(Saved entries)
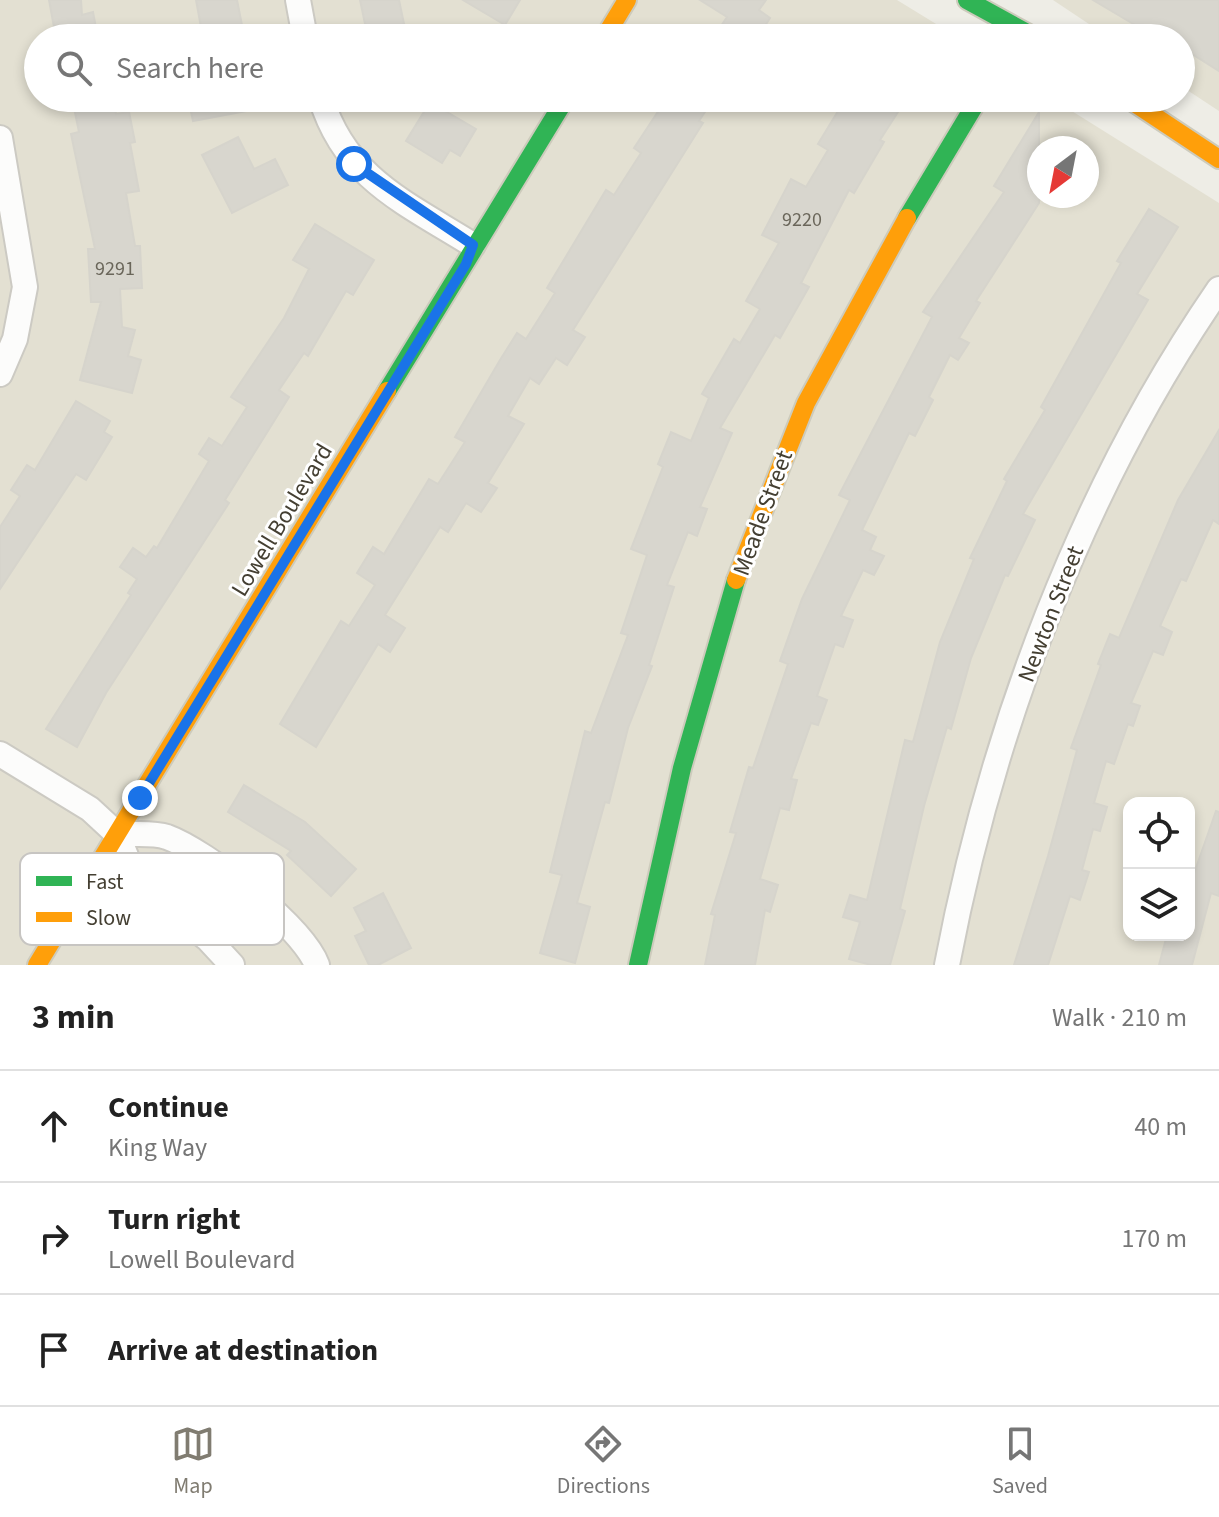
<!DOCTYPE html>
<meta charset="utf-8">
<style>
:root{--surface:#fff;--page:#f2f2f2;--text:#222;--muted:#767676;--line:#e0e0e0;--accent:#807c71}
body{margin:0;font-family:"Source Sans 3",sans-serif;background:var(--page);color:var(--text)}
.controls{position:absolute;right:24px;bottom:24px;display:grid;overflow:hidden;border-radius:16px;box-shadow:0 4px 12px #0003}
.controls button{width:72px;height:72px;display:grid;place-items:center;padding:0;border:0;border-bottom:2px solid var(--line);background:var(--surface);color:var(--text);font:40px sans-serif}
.compass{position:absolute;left:1027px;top:136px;width:72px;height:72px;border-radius:50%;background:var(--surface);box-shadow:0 4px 12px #0003;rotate:212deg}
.stop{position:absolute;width:24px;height:24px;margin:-18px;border:6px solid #1a73e8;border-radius:50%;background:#fff}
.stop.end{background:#1a73e8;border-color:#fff;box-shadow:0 2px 8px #0008}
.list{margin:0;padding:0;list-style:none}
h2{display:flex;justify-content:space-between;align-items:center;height:104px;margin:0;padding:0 32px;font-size:34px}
h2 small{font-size:26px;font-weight:400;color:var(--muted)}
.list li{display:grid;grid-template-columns:52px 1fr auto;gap:24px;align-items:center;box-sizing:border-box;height:112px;padding:0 32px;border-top:2px solid var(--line)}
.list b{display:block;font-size:30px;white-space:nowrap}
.list p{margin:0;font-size:26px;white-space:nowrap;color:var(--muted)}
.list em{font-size:26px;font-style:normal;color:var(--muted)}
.icon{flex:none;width:44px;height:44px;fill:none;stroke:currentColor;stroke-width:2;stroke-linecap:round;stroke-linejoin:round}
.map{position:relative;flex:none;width:1219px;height:965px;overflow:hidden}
.search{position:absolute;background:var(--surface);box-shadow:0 4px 12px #0003;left:24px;right:24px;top:24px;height:88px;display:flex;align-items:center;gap:20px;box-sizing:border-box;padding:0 28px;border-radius:44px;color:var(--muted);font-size:30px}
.sheet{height:440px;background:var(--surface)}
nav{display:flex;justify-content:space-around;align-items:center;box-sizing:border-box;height:112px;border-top:2px solid var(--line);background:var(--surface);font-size:22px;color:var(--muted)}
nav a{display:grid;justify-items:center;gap:4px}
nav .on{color:var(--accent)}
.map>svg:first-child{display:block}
.residential{fill:#e3e0d2;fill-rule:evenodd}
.building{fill:#d8d6ce;stroke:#d6d4cc;stroke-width:2}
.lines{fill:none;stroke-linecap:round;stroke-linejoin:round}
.street-casing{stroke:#cccac3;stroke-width:28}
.fast-casing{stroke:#cdcbbc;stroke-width:22}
.slow-casing{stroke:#cdcbbc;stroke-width:22}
.street{stroke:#fcfcfb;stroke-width:24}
.fast{stroke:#30b455;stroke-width:18}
.slow{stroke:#ff9f0a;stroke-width:18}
.route{stroke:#1a73e8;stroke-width:10}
.labels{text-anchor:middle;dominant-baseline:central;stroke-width:6;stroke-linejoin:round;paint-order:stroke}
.number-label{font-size:20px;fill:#6a665a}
.street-label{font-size:24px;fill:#443f32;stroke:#fff}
.key{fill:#fff;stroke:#c7c5c2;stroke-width:2}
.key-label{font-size:22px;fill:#443f32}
</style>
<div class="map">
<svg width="1219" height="965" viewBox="0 0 1219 965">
<rect width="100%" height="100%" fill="#eeede6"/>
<!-- residential -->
<g class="residential">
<path d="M0 0H897L959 38H38V98H1051L1219 203V965H0ZM1039 148H1087V196H1039ZM1129 803H1189V935H1129Z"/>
<path d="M1053 0H1219V111L1181 86V38H1110Z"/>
</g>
<!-- building -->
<g class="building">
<path d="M49 0H81L82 15 93 12 98 38H56Z"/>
<path d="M196 0H237L244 35 203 38Z"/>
<path d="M360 0H399L407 38H368Z"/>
<path d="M463 0H520L505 25Z"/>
<path d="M700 0H766L759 10 770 18 757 38H713L727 17Z"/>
<path d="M1093 0H1219V71L1181 47V38H1127L1135 25Z"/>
<path d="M72 98H113L116 114 129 112 135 142 130 143 139 191 126 193 135 246H140L142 288 120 289 122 327 135 330 128 356 141 360 132 393 80 380 101 302H91L88 249H95L71 134 79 132Z"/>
<path d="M188 98H262L263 108 193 121Z"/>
<path d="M667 98H714L699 121 703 123 573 330 585 337 567 365 556 358 539 384 530 378 508 416 524 424 488 483 497 488 481 512 466 503 448 532 440 527 385 615 405 628 390 652 378 644 316 747 280 724 341 621 349 626 375 585 357 573 373 547 384 554 429 479 438 484 465 442 455 437 500 360 517 333 526 339 555 293 547 288 606 190 614 195 641 153 634 148Z"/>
<path d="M846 98H907L880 140 884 142 854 193 849 190 801 283 809 287 780 338 775 335 720 428 732 433 700 507 707 509 697 536 688 532 667 585 674 587 649 665 652 666 628 728 609 803 605 802 577 903 590 907 575 963 540 953 562 875 550 872 585 731 591 733 628 635 621 633 647 555 631 549 663 467 658 464 671 432 691 441 709 398 702 394 734 339 740 343 760 309 746 301 779 243 762 235 791 179 806 187 828 150 818 144Z"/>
<path d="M430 102 476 129 460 156 450 150 442 163 406 141Z"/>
<path d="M1039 112V203L976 301 980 303 959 338 969 343 958 360 950 355 929 397 933 400 915 436 909 433 862 530 876 537 870 550 884 556 874 575 863 570 841 616 853 620 843 647 835 644 817 696 827 700 818 725 811 723 791 779 797 780 789 810 780 808 760 879 778 885 770 912 765 910 755 965H705L715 915 711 914 736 833 730 832 749 767 753 768 788 664 780 661 802 599 850 500 839 495 932 317 923 312 1004 192 994 186Z"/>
<path d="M238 137 254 169 275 159 288 185 232 213 202 155Z"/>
<path d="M1149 209 1178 227 1137 294 1148 300 1023 514 1035 520 1008 576 1005 575 971 658 951 729 947 727 924 806 900 909 905 911 890 965H871L849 959 860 922 843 917 850 895 867 900 905 740 913 742 940 642 974 559 970 558 1007 481 1004 479 1045 410 1041 407 1121 263 1117 261Z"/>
<path d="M315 224 374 260 353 295 346 291 308 356 304 353 279 390 289 397 225 500 229 503 106 693 77 747 46 729 131 595 128 593 137 579 120 567 133 548 146 557 154 546 157 548 209 461 199 454 209 438 222 446 247 407 231 397 284 318 309 269 293 260Z"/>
<path d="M76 401 110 421 104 432 112 437 86 480 76 474 0 589V527L20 496 11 490 27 465 35 470Z"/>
<path d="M1219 430V524L1213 520 1186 581 1181 579 1160 626 1172 632 1163 655 1153 651 1131 703 1140 706 1133 726 1128 724 1114 764 1106 761 1094 803 1107 807 1100 831 1093 829 1082 870 1089 872 1080 900 1070 896 1048 965H1014L1048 856 1077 750 1071 748 1101 665 1098 664 1110 634 1119 638 1178 500Z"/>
<path d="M244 785 305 822 356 869 331 896 287 855 291 851 228 812Z"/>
<path d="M1216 811 1219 812V896L1211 893 1192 965H1159L1167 935H1189V888Z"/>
<path d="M383 893 411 948 378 965H369L355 936 366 931 354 908Z"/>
</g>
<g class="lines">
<!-- street casing -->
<g class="street-casing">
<g id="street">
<path d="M298 0 305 38"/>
<path d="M321 98C345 178 406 203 473 245"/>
<path d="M0 138 25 287 15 339 0 374"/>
<path d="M0 754 90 809 117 834 137 883 208 939 232 965"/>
<path d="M117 834C132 835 152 832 167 837 206 851 302 926 317 965"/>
<path d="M947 965C992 728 1082 488 1219 289"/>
</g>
</g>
<!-- fast casing -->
<g class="fast-casing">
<g id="fast">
<path d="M967 0 1036 38"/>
<path d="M907 218 979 98"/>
<path d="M387 391 566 98"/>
<path d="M638 965 682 768 736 580"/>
</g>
</g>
<!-- slow casing -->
<g class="slow-casing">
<g id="slow">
<path d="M604 38 627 0"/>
<path d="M1127 98 1219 159"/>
<path d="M736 580 806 403 907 218"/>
<path d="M37 965 387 391"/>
</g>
</g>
<!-- street -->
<use href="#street" class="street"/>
<!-- fast -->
<use href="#fast" class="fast"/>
<!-- slow -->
<use href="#slow" class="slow"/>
</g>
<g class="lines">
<!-- route -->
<path class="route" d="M140 798 466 264 473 245 354 164"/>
</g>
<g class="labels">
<!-- number labels -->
<g class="number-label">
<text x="802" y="220">9220</text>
<text x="115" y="269">9291</text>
</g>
<!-- street labels -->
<g class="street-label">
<text transform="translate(763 513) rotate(-70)">Meade Street</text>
<text transform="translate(282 520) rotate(-59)">Lowell Boulevard</text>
<text transform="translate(1051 614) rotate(-69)">Newton Street</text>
</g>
</g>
<!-- legend -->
<rect x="20" y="853" width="264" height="92" rx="12" class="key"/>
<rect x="36" y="876" width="36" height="10" fill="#30b455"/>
<rect x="36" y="912" width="36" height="10" fill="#ff9f0a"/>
<g class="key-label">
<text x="86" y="889">Fast</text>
<text x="86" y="925">Slow</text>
</g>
</svg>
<div class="controls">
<button><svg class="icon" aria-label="locate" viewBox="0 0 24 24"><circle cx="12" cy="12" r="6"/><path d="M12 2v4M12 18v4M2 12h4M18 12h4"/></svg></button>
<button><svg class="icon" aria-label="layers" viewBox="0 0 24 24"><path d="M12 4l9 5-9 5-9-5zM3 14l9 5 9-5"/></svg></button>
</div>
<svg class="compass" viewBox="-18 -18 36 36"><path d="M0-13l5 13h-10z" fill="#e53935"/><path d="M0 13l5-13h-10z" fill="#767676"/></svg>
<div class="stop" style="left:354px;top:164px"></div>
<div class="stop end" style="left:140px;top:798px"></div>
<div class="search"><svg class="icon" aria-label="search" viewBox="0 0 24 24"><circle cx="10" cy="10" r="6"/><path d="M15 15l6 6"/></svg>Search here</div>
</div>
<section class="sheet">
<h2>3 min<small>Walk · 210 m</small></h2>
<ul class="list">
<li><svg class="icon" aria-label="ahead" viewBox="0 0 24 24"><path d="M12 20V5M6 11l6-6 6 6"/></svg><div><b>Continue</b><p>King Way</p></div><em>40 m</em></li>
<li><svg class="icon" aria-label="right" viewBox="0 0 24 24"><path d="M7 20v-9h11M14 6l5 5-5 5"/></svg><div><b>Turn right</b><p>Lowell Boulevard</p></div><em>170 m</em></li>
<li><svg class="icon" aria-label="arrive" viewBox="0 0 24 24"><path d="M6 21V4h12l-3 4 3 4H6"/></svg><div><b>Arrive at destination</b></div></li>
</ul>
</section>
<nav>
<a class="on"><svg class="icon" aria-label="map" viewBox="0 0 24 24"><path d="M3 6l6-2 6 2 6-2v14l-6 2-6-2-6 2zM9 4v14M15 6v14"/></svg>Map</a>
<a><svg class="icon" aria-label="directions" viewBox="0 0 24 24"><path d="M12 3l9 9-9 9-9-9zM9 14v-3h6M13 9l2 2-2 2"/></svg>Directions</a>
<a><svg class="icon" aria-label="saved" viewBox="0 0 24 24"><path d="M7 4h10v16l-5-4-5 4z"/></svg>Saved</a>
</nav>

**Activity:**
Would you filter the records and copy each line that contains the word "grid"?

**Written answer:**
.controls{position:absolute;right:24px;bottom:24px;display:grid;overflow:hidden;border-radius:16px;box-shadow:0 4px 12px #0003}
.controls button{width:72px;height:72px;display:grid;place-items:center;padding:0;border:0;border-bottom:2px solid var(--line);background:var(--surface);color:var(--text);font:40px sans-serif}
.list li{display:grid;grid-template-columns:52px 1fr auto;gap:24px;align-items:center;box-sizing:border-box;height:112px;padding:0 32px;border-top:2px solid var(--line)}
nav a{display:grid;justify-items:center;gap:4px}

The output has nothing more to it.